Friday, August 03, 2007

The Wedding

Over on Echidne of the Snakes, our goddess has posted Engagement Rings and Loans For Weddings, a very thoughtful piece about the high price of today's weddings. The cost of which often could send a child to college or takes money from the parents' retirement money. The comments are a lively discussion of the topic, and it got me think about the most romantic wedding I ever heard of.

This is my parents' wedding picture. They were married in May of 1941. Because my father was divorced, my mother was afraid that Grandpa wouldn't allow them to be married. So, they eloped; my father hired a pilot to fly them from Modesto, California to Carson City, Nevada. The only person they told was my Aunt Flo, and since there was a terrible storm over the mountains that day, which was covered on the radio extensively, she was terrified that they would crash and it would be her fault for keeping the secret. They flew back the same day, and didn't tell anyone they had married for several weeks. Mama would have been expelled from high school had anyone known.*

They were married until my father died, seven years later. Mama went to work, but women in those days earned so little that, even with Aunt Flo living with us and paying half of the bills, Mama couldn't afford to keep Forrest and me with her. He went to a foster home and I went to a Catholic girls' school. Mama didn't start dating until she had to give us up, and she knew that she couldn't afford to get us back without a husband. When Daddy married her she was so broke that she had folded newspaper inside her shoes because she couldn't afford to have the soles repaired.

The entire time Daddy was alive, my father's letters to Mama sat in a box. She didn't read them, because she felt it would have been unfaithful to Daddy. However, since he died, Mama reads one letter a day, when she first gets up. There are pictures of both of her husbands on the wall -- and my father's is the one directly across from her chair.

I wonder how any amount of money in the world could have made for a better wedding or a better marriage.

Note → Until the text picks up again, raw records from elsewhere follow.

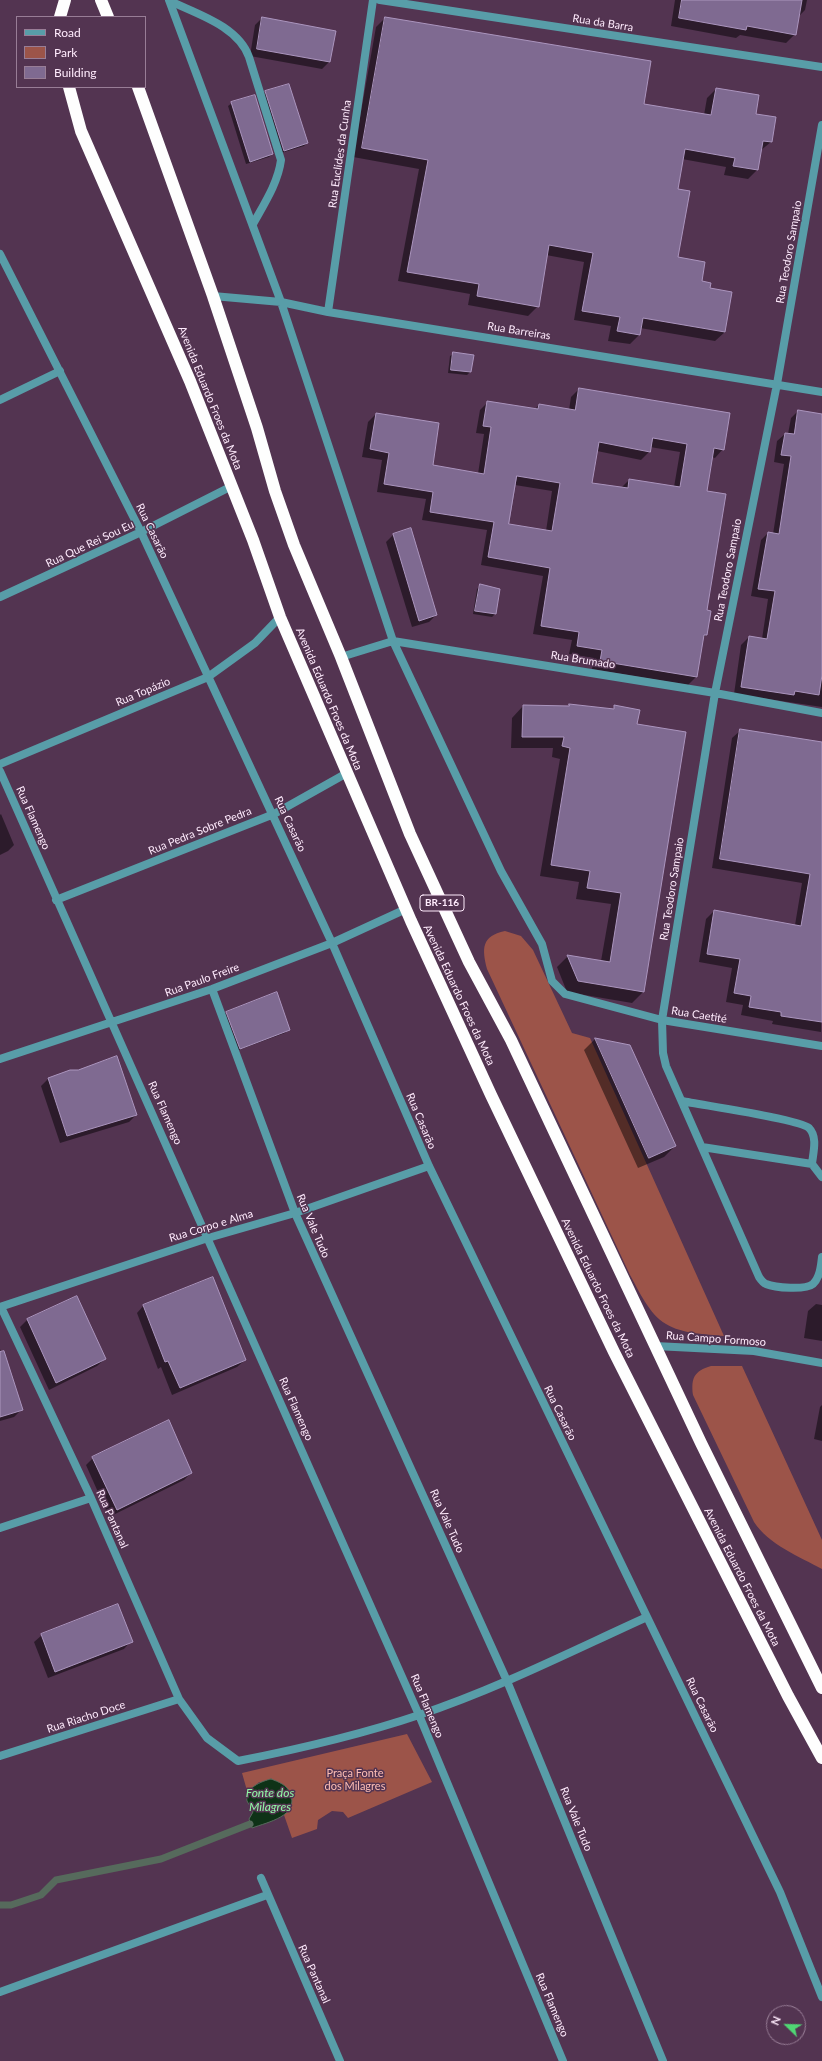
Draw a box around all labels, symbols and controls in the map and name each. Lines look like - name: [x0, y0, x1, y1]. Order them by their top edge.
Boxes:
- street label: Rua da Barra: [572, 12, 634, 34]
- legend: [16, 16, 146, 88]
- text: Road: [54, 25, 81, 40]
- text: Park: [54, 45, 77, 60]
- text: Building: [54, 65, 97, 80]
- street label: Rua Euclides da Cunha: [326, 99, 354, 209]
- street label: Rua Teodoro Sampaio: [773, 199, 805, 305]
- street label: Rua Barreiras: [486, 319, 552, 343]
- street label: Avenida Eduardo Froes da Mota: [175, 324, 245, 472]
- street label: Rua Casarão: [133, 501, 171, 561]
- street label: Rua Teodoro Sampaio: [712, 517, 744, 623]
- street label: Rua Que Rei Sou Eu: [44, 518, 136, 570]
- street label: Avenida Eduardo Froes da Mota: [293, 626, 365, 772]
- street label: Rua Brumado: [550, 648, 616, 672]
- street label: Rua Topázio: [114, 675, 172, 709]
- street label: Rua Flamengo: [13, 784, 53, 852]
- street label: Rua Casarão: [271, 794, 309, 854]
- street label: Rua Pedra Sobre Pedra: [147, 804, 253, 858]
- street label: Rua Teodoro Sampaio: [657, 836, 687, 942]
- road number: BR-116: [420, 895, 464, 911]
- street label: Avenida Eduardo Froes da Mota: [421, 923, 497, 1067]
- street label: Rua Paulo Freire: [163, 960, 241, 1000]
- street label: Rua Caetité: [670, 1004, 728, 1026]
- street label: Rua Flamengo: [145, 1079, 185, 1147]
- street label: Rua Casarão: [403, 1091, 439, 1151]
- street label: Rua Vale Tudo: [294, 1192, 332, 1260]
- street label: Rua Corpo e Alma: [168, 1207, 254, 1245]
- street label: Avenida Eduardo Froes da Mota: [558, 1216, 638, 1360]
- street label: Rua Campo Formoso: [665, 1329, 767, 1349]
- street label: Rua Flamengo: [276, 1375, 316, 1443]
- street label: Rua Casarão: [541, 1383, 579, 1443]
- street label: Rua Vale Tudo: [427, 1487, 467, 1555]
- street label: Rua Pantanal: [93, 1488, 131, 1550]
- street label: Avenida Eduardo Froes da Mota: [701, 1506, 783, 1648]
- street label: Rua Flamengo: [408, 1672, 446, 1740]
- street label: Rua Casarão: [683, 1675, 721, 1735]
- street label: Rua Riacho Doce: [45, 1698, 127, 1736]
- park label: Praça Fonte dos Milagres: [325, 1766, 385, 1792]
- street label: Rua Vale Tudo: [557, 1785, 595, 1853]
- water label: Fonte dos Milagres: [246, 1786, 294, 1814]
- street label: Rua Pantanal: [295, 1943, 333, 2005]
- street label: Rua Flamengo: [533, 1971, 571, 2039]
- north arrow: [766, 2005, 806, 2045]
- text: N: [768, 2014, 783, 2027]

* I guess that in those days the authorities were afraid that married women would somehow contaminate the innocent girls with stories of wild, abandoned love making. Or something of that sort.

4 comments:

Joy Des Jardins said...

Your parent's story is a beautiful one J...so full of love and romance. Hiding those letters away all those years...and then finally being able to read them...that touched me so much. In truth, your mother had two good men in her life....and a couple of pretty wonderful children.

kenju said...

I remember in high school when some of the girls got married, they ended up quitting school or moving to another one where people didn't know they were married. seems it engendered too much speculation on what they were doing at night time (instead of studying).

Bridget Magnus said...

By modern standards, we had a very modest wedding 17 years ago (let's just say we spent less than what I pay on the mortgage every month, including the honeymoon). Strangely enough, most of our college friends who had the big fancy weddings were divorced within 5 years. Go figure!

Anonymous said...

How lovely that the letters still have a life after all of those years. I have the letters my mom and dad sent back and forth when he was in the war. I found them in a box tied in ribbons in the fruit cellar after my mom died.